FLASH: Affaire ADAMA TRAORÉ: Encore une bourde du gouvernement !

Habitué aux gaffes et autres maladresses, le gouvernement malien s’est encore illustré, la semaine dernière, dans une affaire concernant un jeune malien décédé en France, suite à une interpellation (musclée) de gendarmes français.
Dès lors, la famille du jeune Adama Traoré (enterré à Bamako) a vigoureusement dénoncé le manque de soutien des autorités maliennes. La réponse du gouvernement est venue sous la forme d’un communiqué maladroit qui a mis en émoi la diaspora malienne et les populations.
Et pour cause, le gouvernement a indiqué que le jeune Traoré avait la nationalité française et que sa mère détenait un passeport malien périmé. En clair, les autorités avançaient ces deux arguments pour tenter de se dédouaner. Mal lui en a pris.

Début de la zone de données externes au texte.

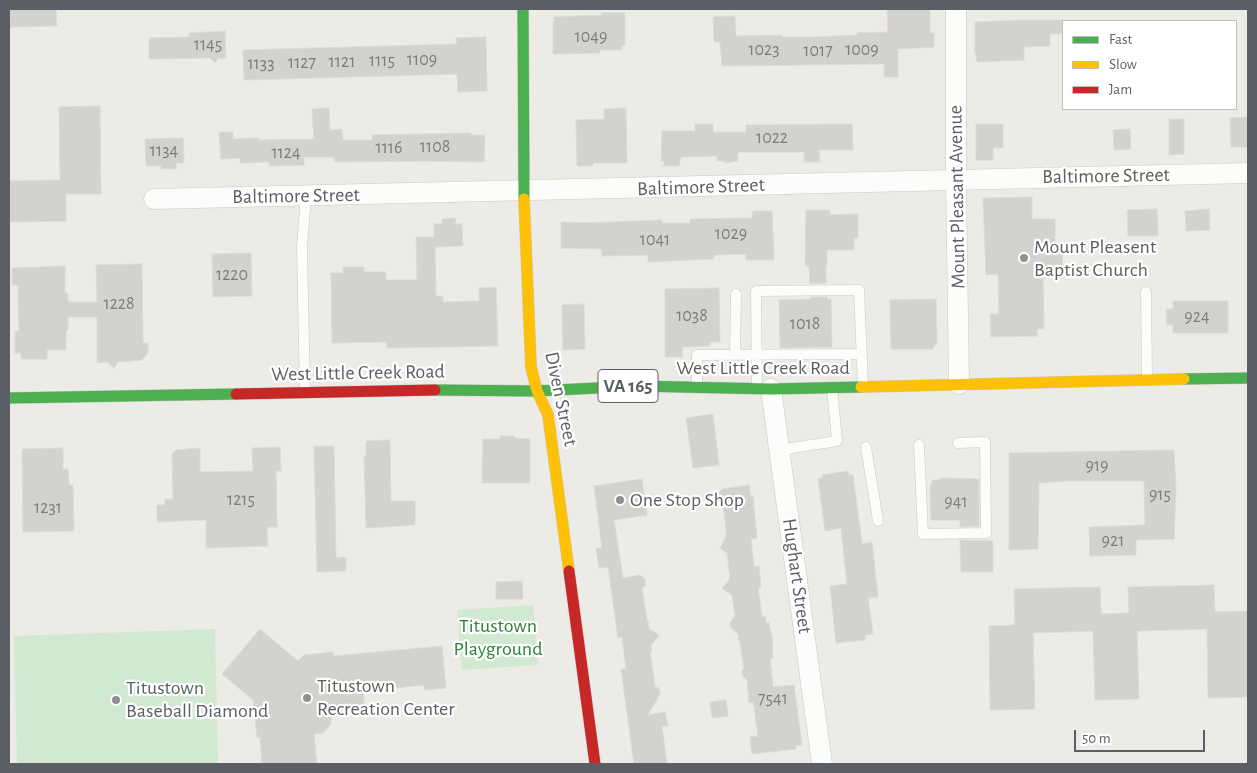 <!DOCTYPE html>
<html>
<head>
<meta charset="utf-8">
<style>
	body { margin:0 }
	#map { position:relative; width:1257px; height:773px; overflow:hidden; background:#ecebe6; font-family:"Alegreya Sans",sans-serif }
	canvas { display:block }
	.frame { position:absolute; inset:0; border:10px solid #5b5f65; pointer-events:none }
	.legend { position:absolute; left:1062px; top:20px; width:175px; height:90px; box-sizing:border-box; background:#fff; border:1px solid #bdbfc1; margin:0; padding:6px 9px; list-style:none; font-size:15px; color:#5b5f65 }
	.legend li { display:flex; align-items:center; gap:10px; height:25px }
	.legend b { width:25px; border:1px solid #bdbfc1 }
	.scale { position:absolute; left:1074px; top:730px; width:131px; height:22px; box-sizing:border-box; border:2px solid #5b5f65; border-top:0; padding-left:6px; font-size:15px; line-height:18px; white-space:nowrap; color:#5b5f65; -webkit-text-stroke:4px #fff; paint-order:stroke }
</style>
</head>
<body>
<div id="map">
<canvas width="1257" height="773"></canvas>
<div class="frame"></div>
<ul class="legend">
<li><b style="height:6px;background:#4caf50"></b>Fast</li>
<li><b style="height:6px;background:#ffc107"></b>Slow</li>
<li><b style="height:6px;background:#c62828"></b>Jam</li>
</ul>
<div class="scale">50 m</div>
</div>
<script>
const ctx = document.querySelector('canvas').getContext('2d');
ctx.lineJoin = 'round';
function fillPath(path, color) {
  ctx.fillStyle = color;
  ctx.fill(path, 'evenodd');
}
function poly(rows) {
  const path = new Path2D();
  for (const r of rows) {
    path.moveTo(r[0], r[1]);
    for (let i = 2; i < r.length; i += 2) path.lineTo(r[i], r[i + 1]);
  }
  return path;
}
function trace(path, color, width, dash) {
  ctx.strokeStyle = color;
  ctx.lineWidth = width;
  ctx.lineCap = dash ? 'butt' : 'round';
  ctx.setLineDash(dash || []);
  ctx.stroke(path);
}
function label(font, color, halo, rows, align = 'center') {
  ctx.font = font + ' "Alegreya Sans",sans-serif';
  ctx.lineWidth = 4.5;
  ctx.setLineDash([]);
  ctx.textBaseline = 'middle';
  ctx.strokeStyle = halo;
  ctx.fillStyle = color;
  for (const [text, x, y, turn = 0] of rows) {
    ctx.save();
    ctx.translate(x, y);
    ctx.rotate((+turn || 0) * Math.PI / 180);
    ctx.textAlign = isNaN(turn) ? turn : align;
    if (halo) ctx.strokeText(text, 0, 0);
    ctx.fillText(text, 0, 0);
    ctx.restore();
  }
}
fillPath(poly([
	[533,605,538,665,462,670,457,610],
	[215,629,218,764,17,764,14,636]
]), '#d2e9d1');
const building = poly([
	[9,9,56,9,57,26,9,27,9,9],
	[887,9,930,9,930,33,934,33,934,47,898,49,898,77,884,77,884,64,722,66,720,42,714,42,713,17,735,16,736,36,782,35,782,37,814,37,857,35,857,33,888,32,887,9],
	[602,13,625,13,625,45,622,45,622,50,600,50,600,53,553,54,553,22,554,22,554,17,602,15,602,13],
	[1022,20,1063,20,1063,33,1050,34,1050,46,1024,47,1024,60,977,62,976,54,975,54,975,22,1022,20],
	[225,31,226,58,218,58,215,63,210,58,149,59,149,38,189,37,189,33,225,31],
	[486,37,487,91,458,92,457,74,244,80,243,50,457,44,456,38,486,37],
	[100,106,101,194,66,194,66,221,9,222,9,181,60,180,59,107,100,106],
	[329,108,330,130,342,129,343,140,372,140,372,135,471,133,471,135,485,135,484,162,425,161,335,162,334,157,304,157,304,165,269,166,269,162,240,163,240,158,221,159,219,132,233,132,233,139,259,138,259,140,314,139,312,109,329,108],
	[626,108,627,163,593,163,593,166,577,166,576,120,604,119,604,109,626,108],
	[1248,117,1248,147,1231,147,1230,118,1248,117],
	[1169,119,1184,119,1184,154,1169,155,1169,119],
	[695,124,713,124,713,132,746,132,746,125,852,124,853,150,819,150,820,162,804,162,804,152,738,152,738,161,725,163,725,161,717,161,717,156,681,157,679,166,664,166,664,161,661,161,662,131,695,131,695,124],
	[976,124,1003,124,1003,148,993,148,993,160,976,160,976,124],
	[1130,129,1131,149,1114,150,1113,130,1130,129],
	[183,138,184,163,176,163,176,169,161,169,161,166,146,166,145,139,183,138],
	[1032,197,1032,219,1055,219,1055,243,1062,242,1063,273,1051,273,1051,277,1043,278,1044,329,1037,329,1037,336,991,337,990,314,999,314,998,274,986,275,983,198,1032,197],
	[1157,209,1158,236,1128,236,1127,210,1157,209],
	[1209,209,1210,230,1186,231,1185,211,1209,209],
	[806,210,830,210,830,215,858,214,858,238,854,238,854,250,827,250,827,266,826,266,826,283,810,284,809,266,805,266,806,210],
	[753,211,772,211,774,260,746,260,746,254,714,255,714,259,648,262,648,255,602,256,601,249,561,248,561,222,584,223,662,220,662,223,690,223,690,219,752,218,753,211],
	[455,218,456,224,462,224,463,246,435,247,436,296,443,296,443,302,479,301,479,288,496,287,498,346,387,348,386,342,332,343,331,273,343,273,343,267,364,267,364,272,386,272,386,280,417,280,416,237,434,237,434,224,442,224,442,219,455,218],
	[251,253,252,296,213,297,212,254,251,253],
	[142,264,143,343,148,343,148,353,142,360,118,362,114,368,107,362,97,363,97,317,68,317,68,330,66,330,66,350,47,350,47,359,21,359,21,353,15,353,15,331,19,331,18,285,12,285,12,268,65,266,65,293,68,293,68,302,97,302,96,265,142,264],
	[719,288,720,342,710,342,710,346,682,347,683,357,665,357,665,289,719,288],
	[811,297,827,297,827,299,831,299,832,347,780,348,779,300,811,299,811,297],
	[936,299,937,343,932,349,891,349,890,300,936,299],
	[1173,301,1228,301,1228,333,1173,333,1173,325,1167,325,1166,309,1173,309,1173,301],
	[584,304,585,349,563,350,562,305,584,304],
	[713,414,719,465,693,468,686,418,713,414],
	[500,436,514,436,514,438,530,439,530,483,482,483,483,439,500,439,500,436],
	[390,440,391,501,415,501,415,525,366,528,364,456,366,456,366,441,390,440],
	[314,446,334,446,336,558,346,557,346,571,317,572,314,446],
	[280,447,281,471,276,471,277,527,267,527,268,546,206,548,206,520,157,522,157,505,165,505,165,499,173,499,172,454,175,450,200,448,200,472,253,471,252,448,280,447],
	[63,448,63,470,68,469,69,485,73,485,74,531,23,532,22,449,63,448],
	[1174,450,1176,489,1174,539,1136,540,1136,555,1090,556,1089,527,1145,525,1144,481,1067,481,1039,483,1038,549,1009,550,1009,453,1174,450],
	[848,471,849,475,853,475,862,544,872,542,878,597,868,598,873,634,865,635,865,640,836,643,830,586,847,584,841,528,825,531,818,479,822,478,822,475,848,471],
	[941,478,979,479,979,526,960,527,960,520,931,520,930,485,932,485,932,480,941,480,941,478],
	[642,479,647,515,614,520,623,578,640,575,645,579,646,585,642,589,647,620,648,620,649,629,659,635,651,646,652,651,650,652,655,686,659,689,660,694,648,715,665,712,668,726,662,726,667,764,634,764,621,669,626,669,622,637,618,638,608,567,599,568,596,548,602,548,594,486,642,479],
	[749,485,751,497,753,496,757,538,751,539,754,567,759,566,761,587,758,588,762,617,765,616,766,623,769,623,772,637,773,658,770,659,773,687,794,685,802,745,796,746,796,749,752,754,750,737,758,736,754,707,753,702,749,703,747,680,743,676,742,671,744,668,740,642,739,642,738,634,731,628,730,622,735,616,732,595,722,588,730,579,727,553,720,548,726,536,726,529,723,503,718,500,717,494,722,489,749,485],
	[960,540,993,541,993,572,961,572,960,540],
	[522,581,523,599,496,599,496,582,522,581],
	[1214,585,1215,612,1248,611,1248,697,1208,698,1207,629,1137,631,1139,699,1095,700,1093,631,1033,633,1035,709,990,710,989,626,1015,625,1014,589,1100,587,1101,614,1129,613,1128,587,1214,585],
	[260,629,298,661,304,655,333,652,333,656,442,646,446,688,425,690,424,685,363,691,365,712,331,715,331,724,323,733,314,734,317,764,262,764,260,737,257,738,253,700,222,674,260,629],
	[726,700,728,716,712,718,710,702,726,700]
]);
fillPath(building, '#d3d2cf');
trace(building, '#dcdad5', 1);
const lane = poly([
	[1146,292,1147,379],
	[735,355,736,294],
	[697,386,697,355,862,354],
	[757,387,756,291,859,290,863,386],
	[305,393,302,247,306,196],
	[919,445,923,534,986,533,985,442,958,443],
	[866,447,878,521],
	[779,450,837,441,832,388]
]);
const street = poly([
	[956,9,956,180,959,384],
	[154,199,1248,173],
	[771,389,822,764]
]);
const fast = poly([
	[523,9,524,199],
	[1184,379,1248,378],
	[435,390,537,391,636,386,771,389,861,387],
	[9,398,236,394]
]);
const slow = poly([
	[524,199,531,367,537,391,548,415,569,571],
	[861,387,1184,379]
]);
const jam = poly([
	[236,394,435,390],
	[569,571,595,764]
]);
trace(lane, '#c8c8c7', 11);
trace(street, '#c8c8c7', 21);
trace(fast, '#c8c9c8', 12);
trace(slow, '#c8c9c8', 12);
trace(jam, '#c8c9c8', 12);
trace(lane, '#fcfcfb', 10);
trace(street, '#fcfcfb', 20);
trace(fast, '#4caf50', 11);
trace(slow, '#ffc107', 11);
trace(jam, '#c62828', 11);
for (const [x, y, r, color] of [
	[1024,258,5,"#8e9092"],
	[620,500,5,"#8e9092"],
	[307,698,5,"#8e9092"],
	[116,700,5,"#8e9092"]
]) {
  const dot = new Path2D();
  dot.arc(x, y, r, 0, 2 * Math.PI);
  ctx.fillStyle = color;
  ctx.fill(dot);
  trace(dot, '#fff', 2);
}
label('18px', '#7a7d80', null, [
	["1049",591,37],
	["1145",208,45],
	["1023",764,50],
	["1009",862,50],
	["1017",818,51],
	["1109",422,60],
	["1115",382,61],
	["1121",342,62],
	["1127",302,63],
	["1133",261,64],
	["1022",772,138],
	["1108",435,147],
	["1116",389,148],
	["1134",164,151],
	["1124",286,153],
	["1029",731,234],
	["1041",655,240],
	["1220",232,275],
	["1228",119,304],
	["1038",692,316],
	["924",1197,317],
	["1018",805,324],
	["919",1097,466],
	["915",1160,495],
	["1215",241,500],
	["941",956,502],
	["1231",48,508],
	["921",1113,541],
	["7541",773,699]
]);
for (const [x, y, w] of [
	[628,386,60]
]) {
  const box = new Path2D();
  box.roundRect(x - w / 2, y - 16.5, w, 33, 4);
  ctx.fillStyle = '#fff';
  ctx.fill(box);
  trace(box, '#5b5f65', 1);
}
label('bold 19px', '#5b5f65', null, [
	["VA 165",628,386]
]);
label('20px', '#5b5f65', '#fff', [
	["Baltimore Street",1106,176,-1],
	["Baltimore Street",701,187,-2],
	["Baltimore Street",296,196,-1],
	["Mount Pleasant Avenue",957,197,-91],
	["West Little Creek Road",763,368],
	["West Little Creek Road",358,373,-1],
	["Diven Street",561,399,78],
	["Hughart Street",797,576,82]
]);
label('20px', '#5b5f65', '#fff', [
	["Mount Pleasent",1034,247],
	["Baptist Church",1034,270],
	["One Stop Shop",630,500],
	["Titustown",317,686],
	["Recreation Center",317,709],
	["Titustown",126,688],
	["Baseball Diamond",126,711]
], 'left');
label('20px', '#2e8237', '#fff', [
	["Titustown",498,626],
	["Playground",498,649]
]);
</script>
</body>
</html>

Face au tollé suscité à l’intérieur et à l’extérieur, le chef de l’Etat, Ibrahim Boubacar Keita, tente de rectifier le tir ou de réparer la bourde gouvernementale en acceptant de rencontrer la famille du jeune malien, le vendredi dernier.
Malgré tout, la gestion catastrophique au sommet de l’Etat, l’amateurisme et la négligence qui caractérisent le gouvernement dirigé par Modibo Keita ont été (encore) reflétés dans cette affaire.
APRÈS L’ATTAQUE
Des armes de Nampala distribuées à Kidal.
Quelques jours après l’attaque (19 juillet dernier) de la caserne militaire de Nampala, un important lot d’armes et de minutions de l’armée a atterri à Kidal. Ces armes seraient celles volées par les assaillants à Nampala. Les mêmes armes auraient été distribuées publiquement aux combattants de la CMA. C’est pourquoi, certains observateurs indiquent qu’il existe une parfaite collaboration entre Ansar Dine et la CMA, à travers le HCUA (Haut conseil pour l’unité de l’Azawad).
Les attaques contre l’armée et les forces internationales seraient l’œuvre d’Ansar Dine qui bénéficierait de la complicité de la CMA. Récemment, le ministre français de la Défense et d’autres responsables avaient dénoncé cette complicité entre Ansar Dine et certains gros bonnets de Kidal.

ÉLECTIONS MUNICIPALES
La date du 20 novembre prochain retenue…
Les Maliens seront appelés aux urnes le 20 novembre prochain pour élire leurs maires "sur toute l'étendue du territoire national", sept ans après les derniers scrutins communaux, a annoncé mercredi 10 août le gouvernement.
Le Conseil des ministres réuni mercredi sous la direction du président Ibrahim Boubacar Keïta « a adopté un projet de décret portant convocation du collège électoral, ouverture et clôture de la campagne électorale à l’occasion de l’élection des conseillers communaux » , affirme le gouvernement dans un communiqué.
La campagne électorale doit s’ouvrir le 4 novembre et prendre fin le 18 novembre, poursuit-il. Les dernières élections communales remontent à 2009.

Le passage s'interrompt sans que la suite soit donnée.